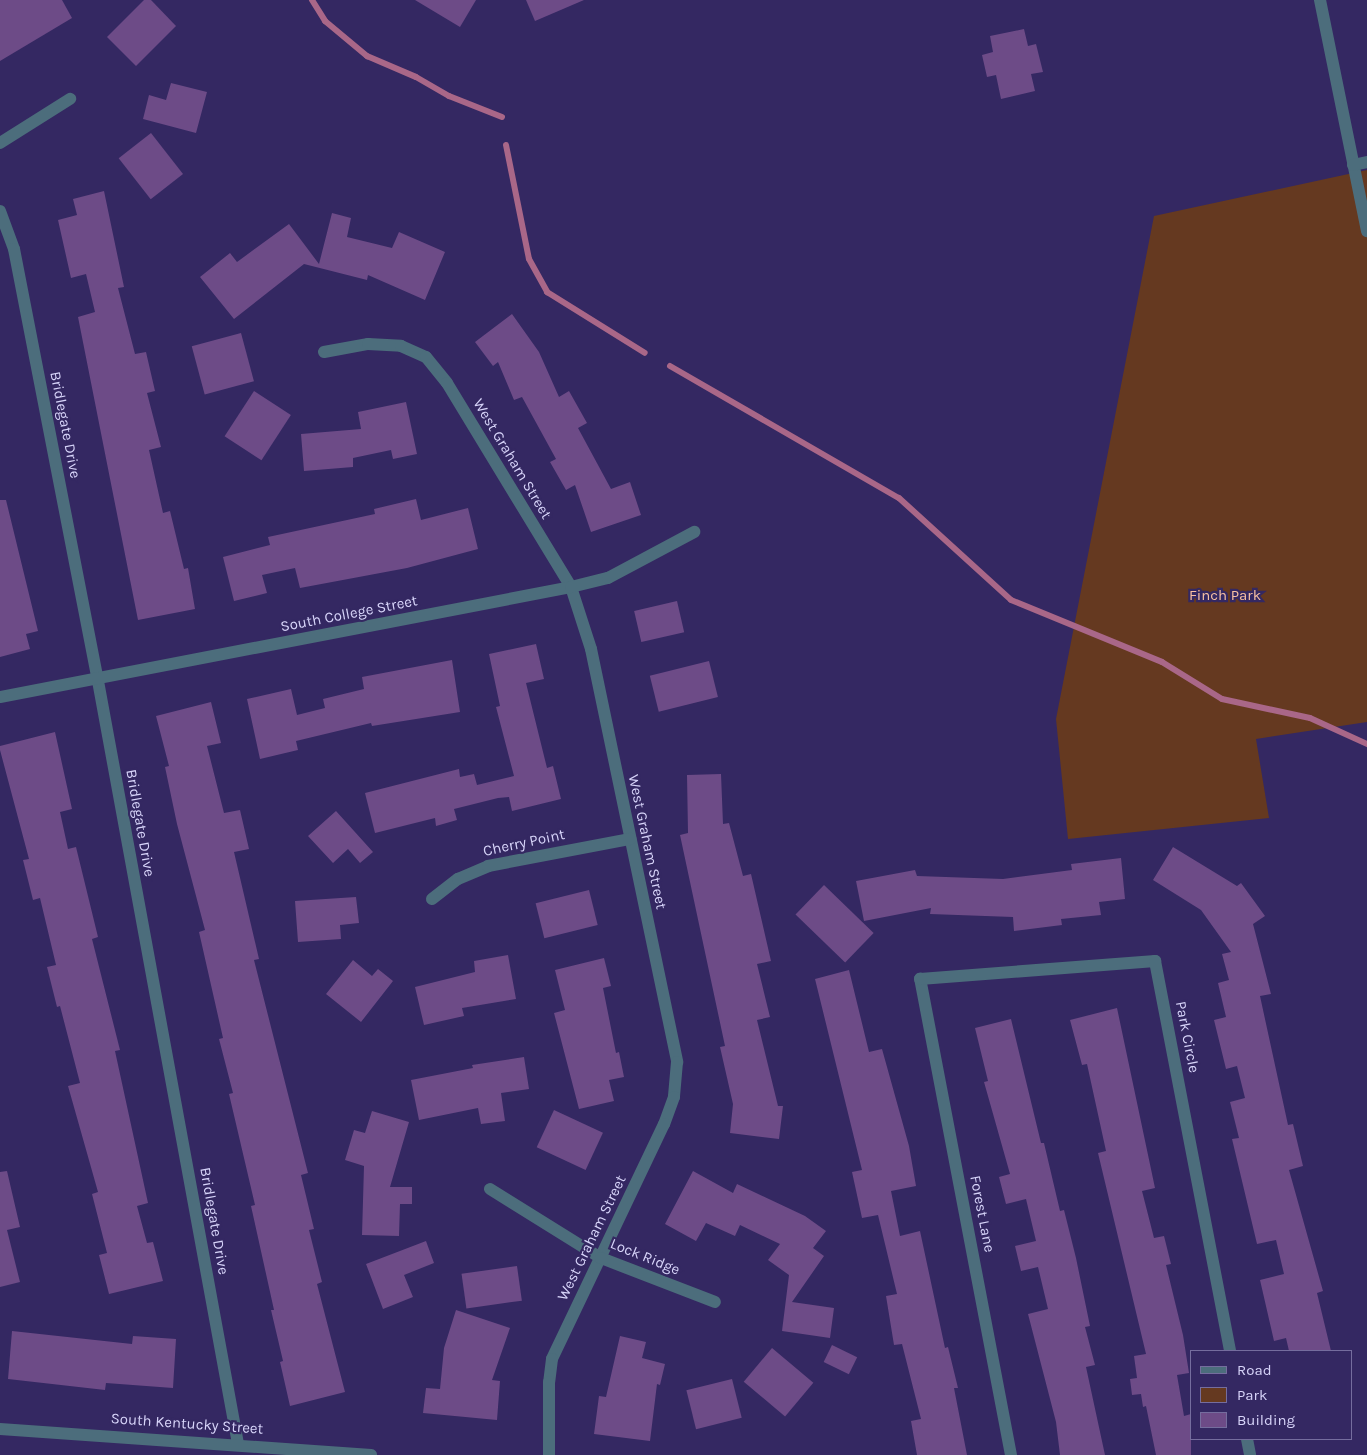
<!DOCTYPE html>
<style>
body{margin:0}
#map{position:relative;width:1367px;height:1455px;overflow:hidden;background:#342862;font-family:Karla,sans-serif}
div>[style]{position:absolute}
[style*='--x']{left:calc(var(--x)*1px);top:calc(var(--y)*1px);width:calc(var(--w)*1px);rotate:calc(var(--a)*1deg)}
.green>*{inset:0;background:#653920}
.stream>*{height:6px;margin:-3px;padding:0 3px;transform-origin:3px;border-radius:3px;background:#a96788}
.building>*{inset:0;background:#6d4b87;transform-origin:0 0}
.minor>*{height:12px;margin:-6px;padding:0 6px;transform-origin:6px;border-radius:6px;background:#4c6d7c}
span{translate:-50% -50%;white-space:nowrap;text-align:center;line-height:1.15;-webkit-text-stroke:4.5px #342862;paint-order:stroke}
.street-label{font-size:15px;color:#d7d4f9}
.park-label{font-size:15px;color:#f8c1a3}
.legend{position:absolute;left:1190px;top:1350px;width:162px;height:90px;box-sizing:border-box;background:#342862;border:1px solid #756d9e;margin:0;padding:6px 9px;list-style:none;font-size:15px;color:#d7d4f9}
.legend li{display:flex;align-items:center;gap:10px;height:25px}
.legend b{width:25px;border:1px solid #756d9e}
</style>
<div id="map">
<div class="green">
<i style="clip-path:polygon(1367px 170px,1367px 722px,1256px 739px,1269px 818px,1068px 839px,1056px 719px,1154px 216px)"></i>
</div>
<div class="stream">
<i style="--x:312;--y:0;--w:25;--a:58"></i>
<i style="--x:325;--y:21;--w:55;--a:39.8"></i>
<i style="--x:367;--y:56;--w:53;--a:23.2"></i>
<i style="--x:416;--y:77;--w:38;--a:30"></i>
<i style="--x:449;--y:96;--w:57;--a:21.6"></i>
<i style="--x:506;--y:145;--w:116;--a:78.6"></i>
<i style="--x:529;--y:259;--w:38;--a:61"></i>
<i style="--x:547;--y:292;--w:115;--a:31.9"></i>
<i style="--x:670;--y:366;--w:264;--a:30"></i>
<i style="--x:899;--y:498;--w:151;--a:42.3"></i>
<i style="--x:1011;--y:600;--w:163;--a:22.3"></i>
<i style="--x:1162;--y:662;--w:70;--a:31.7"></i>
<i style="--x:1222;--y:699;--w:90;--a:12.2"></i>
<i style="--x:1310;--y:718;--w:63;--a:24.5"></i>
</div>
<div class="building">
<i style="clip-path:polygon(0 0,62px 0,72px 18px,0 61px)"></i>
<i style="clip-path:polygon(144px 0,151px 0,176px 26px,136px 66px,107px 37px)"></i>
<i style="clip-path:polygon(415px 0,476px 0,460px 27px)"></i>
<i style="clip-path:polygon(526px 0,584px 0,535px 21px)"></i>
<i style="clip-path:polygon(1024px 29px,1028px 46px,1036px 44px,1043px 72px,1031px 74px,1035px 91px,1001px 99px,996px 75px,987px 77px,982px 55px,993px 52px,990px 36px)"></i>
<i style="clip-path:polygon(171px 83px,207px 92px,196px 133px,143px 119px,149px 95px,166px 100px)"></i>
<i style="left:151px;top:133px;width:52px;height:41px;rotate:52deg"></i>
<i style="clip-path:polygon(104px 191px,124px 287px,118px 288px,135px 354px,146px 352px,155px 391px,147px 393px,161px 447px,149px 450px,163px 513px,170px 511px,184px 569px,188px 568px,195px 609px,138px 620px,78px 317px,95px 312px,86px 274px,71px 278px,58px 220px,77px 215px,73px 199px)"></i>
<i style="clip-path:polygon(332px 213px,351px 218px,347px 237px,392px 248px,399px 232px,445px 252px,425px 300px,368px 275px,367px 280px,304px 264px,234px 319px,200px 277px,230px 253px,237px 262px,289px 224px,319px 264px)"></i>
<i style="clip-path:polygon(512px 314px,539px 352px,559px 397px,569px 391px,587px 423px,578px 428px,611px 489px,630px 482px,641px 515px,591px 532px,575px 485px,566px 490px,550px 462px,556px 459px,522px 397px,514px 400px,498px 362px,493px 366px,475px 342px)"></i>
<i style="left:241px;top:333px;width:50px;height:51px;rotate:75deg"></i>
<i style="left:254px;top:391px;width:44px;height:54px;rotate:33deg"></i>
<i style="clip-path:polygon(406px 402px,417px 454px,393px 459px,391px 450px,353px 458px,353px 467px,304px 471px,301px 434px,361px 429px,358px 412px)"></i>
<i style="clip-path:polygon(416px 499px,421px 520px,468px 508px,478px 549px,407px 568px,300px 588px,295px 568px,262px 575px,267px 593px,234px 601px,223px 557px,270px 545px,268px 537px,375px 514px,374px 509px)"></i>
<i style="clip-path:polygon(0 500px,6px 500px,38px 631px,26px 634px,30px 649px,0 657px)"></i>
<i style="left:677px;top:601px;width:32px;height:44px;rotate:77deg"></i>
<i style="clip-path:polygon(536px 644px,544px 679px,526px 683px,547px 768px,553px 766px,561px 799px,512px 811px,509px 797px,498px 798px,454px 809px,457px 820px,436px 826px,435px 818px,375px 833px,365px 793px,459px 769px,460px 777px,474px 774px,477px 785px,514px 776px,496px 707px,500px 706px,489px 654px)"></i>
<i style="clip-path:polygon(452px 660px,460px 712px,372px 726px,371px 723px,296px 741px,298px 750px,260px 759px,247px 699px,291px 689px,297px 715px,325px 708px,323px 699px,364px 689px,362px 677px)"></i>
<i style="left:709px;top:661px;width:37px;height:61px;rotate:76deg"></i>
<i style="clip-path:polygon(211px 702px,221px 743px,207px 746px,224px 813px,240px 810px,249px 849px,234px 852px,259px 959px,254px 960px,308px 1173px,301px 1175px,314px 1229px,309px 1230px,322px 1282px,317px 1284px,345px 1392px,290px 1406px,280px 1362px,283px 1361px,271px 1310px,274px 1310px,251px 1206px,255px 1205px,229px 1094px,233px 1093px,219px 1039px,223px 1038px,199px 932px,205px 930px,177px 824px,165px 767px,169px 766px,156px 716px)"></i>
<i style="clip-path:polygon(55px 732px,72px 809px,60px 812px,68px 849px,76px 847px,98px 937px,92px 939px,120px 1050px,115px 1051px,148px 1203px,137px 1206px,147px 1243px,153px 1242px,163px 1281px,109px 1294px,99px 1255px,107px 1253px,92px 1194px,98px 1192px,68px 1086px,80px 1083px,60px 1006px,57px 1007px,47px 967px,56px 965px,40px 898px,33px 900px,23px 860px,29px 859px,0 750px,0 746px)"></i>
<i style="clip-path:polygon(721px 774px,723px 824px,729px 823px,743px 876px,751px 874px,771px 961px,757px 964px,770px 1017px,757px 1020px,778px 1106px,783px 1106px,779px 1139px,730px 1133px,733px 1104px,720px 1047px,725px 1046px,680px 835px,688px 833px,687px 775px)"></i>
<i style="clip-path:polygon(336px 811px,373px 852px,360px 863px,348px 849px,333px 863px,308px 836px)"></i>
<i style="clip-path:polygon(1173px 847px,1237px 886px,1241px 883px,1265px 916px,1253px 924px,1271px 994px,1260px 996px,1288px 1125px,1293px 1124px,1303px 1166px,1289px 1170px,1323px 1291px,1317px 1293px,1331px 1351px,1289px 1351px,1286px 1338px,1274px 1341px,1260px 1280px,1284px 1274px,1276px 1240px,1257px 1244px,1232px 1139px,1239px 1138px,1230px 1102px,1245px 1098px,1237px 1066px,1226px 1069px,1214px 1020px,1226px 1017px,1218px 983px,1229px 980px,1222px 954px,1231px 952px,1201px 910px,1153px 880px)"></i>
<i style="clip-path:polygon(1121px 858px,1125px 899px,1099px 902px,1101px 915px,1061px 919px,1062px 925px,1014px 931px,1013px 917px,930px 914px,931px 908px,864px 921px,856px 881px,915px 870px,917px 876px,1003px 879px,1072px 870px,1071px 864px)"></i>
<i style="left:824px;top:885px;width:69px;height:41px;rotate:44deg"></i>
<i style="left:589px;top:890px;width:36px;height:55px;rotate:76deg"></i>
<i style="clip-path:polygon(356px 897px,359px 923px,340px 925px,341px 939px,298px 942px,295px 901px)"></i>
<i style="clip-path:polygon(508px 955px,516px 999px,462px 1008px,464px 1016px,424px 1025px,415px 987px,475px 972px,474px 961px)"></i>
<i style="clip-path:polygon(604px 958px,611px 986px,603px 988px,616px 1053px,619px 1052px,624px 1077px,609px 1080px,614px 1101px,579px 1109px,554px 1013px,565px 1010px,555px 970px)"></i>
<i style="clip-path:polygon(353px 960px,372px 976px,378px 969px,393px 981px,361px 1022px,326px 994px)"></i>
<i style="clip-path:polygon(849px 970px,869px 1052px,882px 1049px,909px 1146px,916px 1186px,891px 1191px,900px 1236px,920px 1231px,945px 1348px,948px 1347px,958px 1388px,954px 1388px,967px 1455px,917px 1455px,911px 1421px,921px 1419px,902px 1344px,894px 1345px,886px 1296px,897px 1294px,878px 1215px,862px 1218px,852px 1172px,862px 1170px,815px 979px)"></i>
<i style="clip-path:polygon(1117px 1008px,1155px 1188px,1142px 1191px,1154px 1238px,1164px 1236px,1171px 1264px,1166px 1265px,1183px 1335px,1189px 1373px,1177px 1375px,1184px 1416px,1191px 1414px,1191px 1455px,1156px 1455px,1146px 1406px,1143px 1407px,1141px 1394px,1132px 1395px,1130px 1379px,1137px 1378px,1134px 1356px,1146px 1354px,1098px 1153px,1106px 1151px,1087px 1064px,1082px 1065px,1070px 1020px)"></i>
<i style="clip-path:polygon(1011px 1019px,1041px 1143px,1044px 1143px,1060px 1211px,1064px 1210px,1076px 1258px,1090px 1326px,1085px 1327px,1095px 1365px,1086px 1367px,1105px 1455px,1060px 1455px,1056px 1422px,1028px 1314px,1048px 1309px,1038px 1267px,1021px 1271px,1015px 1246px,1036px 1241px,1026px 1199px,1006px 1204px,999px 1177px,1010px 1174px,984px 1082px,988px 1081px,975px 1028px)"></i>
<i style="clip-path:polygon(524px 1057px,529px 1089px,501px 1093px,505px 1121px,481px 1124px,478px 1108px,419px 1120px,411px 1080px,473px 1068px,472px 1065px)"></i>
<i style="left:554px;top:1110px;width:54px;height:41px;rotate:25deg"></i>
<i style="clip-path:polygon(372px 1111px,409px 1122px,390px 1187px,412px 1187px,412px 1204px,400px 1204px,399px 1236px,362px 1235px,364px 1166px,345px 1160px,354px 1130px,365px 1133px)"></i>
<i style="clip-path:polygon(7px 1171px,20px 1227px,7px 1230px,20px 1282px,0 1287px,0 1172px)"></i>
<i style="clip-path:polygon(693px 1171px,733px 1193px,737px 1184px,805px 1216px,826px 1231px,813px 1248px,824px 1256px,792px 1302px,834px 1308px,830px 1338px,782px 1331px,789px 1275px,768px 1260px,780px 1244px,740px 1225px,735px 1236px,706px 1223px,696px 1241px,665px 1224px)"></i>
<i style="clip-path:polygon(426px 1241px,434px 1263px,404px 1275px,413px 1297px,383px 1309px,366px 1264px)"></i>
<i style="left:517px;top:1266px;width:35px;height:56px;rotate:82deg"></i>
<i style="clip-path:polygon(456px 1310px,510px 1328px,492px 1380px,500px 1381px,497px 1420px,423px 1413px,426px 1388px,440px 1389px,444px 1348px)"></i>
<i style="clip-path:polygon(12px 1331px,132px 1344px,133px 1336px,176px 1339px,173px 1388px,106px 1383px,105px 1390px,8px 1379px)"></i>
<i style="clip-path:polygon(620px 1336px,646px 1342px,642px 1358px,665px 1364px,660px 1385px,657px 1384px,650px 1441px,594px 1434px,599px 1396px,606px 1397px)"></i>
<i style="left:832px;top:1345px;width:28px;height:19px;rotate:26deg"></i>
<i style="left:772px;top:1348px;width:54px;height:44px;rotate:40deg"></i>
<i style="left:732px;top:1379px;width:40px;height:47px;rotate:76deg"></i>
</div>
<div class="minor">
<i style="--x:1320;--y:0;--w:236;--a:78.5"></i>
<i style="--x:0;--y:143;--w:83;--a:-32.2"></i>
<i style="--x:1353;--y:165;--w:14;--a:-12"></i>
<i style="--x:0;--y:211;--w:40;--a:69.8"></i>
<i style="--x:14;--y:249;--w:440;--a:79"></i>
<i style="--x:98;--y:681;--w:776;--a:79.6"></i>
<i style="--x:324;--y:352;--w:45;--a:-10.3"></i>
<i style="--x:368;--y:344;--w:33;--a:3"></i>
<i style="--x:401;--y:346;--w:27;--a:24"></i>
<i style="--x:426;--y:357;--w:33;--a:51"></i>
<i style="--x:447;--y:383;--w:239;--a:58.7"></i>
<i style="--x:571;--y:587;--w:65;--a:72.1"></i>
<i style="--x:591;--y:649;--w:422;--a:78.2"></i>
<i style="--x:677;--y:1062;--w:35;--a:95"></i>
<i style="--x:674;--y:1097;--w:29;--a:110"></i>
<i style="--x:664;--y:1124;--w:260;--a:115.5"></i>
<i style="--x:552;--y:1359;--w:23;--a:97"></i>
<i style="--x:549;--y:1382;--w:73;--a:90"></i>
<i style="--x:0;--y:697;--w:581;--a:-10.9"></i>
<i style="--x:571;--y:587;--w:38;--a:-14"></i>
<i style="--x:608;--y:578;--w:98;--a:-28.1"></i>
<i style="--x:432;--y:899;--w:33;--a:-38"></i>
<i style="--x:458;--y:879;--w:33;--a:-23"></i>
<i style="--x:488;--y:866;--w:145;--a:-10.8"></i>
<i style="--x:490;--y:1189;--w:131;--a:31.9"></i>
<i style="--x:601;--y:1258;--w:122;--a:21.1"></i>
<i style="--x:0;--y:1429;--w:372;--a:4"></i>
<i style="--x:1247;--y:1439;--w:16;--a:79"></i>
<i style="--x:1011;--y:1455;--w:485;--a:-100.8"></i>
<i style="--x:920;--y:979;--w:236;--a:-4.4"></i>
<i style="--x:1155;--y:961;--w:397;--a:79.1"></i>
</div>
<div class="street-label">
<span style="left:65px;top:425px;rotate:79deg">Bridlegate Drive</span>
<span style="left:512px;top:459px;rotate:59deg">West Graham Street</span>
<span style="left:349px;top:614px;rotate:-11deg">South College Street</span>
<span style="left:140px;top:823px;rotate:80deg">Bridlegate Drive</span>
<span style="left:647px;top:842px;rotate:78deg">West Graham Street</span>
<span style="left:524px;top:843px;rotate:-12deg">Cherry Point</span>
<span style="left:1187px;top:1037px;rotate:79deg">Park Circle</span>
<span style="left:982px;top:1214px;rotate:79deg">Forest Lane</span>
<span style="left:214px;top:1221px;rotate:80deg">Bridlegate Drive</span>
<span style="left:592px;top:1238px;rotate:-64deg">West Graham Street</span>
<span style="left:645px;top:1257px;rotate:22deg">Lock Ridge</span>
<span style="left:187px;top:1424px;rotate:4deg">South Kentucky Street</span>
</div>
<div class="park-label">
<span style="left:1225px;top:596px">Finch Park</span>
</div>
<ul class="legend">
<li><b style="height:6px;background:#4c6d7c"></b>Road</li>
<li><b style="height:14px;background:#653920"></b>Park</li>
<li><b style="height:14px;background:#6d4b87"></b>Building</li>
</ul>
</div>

****************

Work item: In the records above, find each line holding "stream" and copy it.

Problem solution:
.stream>*{height:6px;margin:-3px;padding:0 3px;transform-origin:3px;border-radius:3px;background:#a96788}
<div class="stream">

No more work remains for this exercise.